[rurban]

Both glibc arguments are bogus.

First, to simply replace strcpy with strcpy_s is not possible on purpose. He cites that as disadvantage, but the advantage is that the user has to check for the error value and do something. Before the code ignored any errors and was happy with either UB, SEGV's or silent overwrites. Now some action has to be performed in the error case. The _s functions are not to be used as nested expressions.

The 2nd argument, that error callbacks are insecure, is also bogus. The current practice of env callbacks and overrides are much more insecure and slower. Look at the myriad of nonsense glibc put into their dynamic linker or malloc. LD_ this and MALLOC_ that. Same as a hacker can redirect the cb function to his, he can overwrite the process env block to set some evil LD_LIBRARY_PATH and load the evil .so. There are about 20 of those, safeclib has two.
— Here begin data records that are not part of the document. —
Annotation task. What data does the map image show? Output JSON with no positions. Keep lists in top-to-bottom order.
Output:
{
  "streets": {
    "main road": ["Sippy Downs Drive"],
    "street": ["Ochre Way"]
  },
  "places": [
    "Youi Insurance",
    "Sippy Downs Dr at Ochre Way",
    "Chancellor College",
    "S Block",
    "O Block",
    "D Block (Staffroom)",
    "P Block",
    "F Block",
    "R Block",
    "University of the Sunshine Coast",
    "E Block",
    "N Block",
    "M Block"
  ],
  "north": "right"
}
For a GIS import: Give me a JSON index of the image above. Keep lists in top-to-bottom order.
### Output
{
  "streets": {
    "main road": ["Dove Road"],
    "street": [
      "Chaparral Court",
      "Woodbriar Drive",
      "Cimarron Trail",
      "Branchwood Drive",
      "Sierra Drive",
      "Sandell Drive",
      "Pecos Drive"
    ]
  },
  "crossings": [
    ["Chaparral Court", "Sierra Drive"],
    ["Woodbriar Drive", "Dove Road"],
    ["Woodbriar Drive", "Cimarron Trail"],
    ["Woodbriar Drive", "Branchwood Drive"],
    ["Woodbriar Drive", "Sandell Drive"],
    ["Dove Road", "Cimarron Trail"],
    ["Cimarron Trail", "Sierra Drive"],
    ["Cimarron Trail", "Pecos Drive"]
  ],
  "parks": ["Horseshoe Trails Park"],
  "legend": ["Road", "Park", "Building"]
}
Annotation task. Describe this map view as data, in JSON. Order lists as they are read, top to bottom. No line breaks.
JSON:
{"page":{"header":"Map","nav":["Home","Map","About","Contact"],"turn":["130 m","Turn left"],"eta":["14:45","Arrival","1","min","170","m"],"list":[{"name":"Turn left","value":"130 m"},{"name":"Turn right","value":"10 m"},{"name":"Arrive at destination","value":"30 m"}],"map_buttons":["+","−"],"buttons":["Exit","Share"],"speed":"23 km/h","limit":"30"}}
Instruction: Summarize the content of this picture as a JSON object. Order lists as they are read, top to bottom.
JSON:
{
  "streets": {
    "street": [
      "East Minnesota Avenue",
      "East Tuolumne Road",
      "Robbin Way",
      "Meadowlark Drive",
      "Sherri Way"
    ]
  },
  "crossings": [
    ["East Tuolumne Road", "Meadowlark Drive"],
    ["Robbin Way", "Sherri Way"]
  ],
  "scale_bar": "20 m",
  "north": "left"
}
safeclib is also not slower on good compilers. On recent clang it's even faster than glibc. glibc likes to break the optimization boundaries with asm, safec uses macros for zero-cost compile time checks, and proper code which can be easily inlined and tree optimized. That's why it can be safer and faster than glibc.

glibc does not support strings, only raw memory buffers, length or zero delimited. Strings are unicode nowadays. glibc does not care about strings and about its security implications. safec does.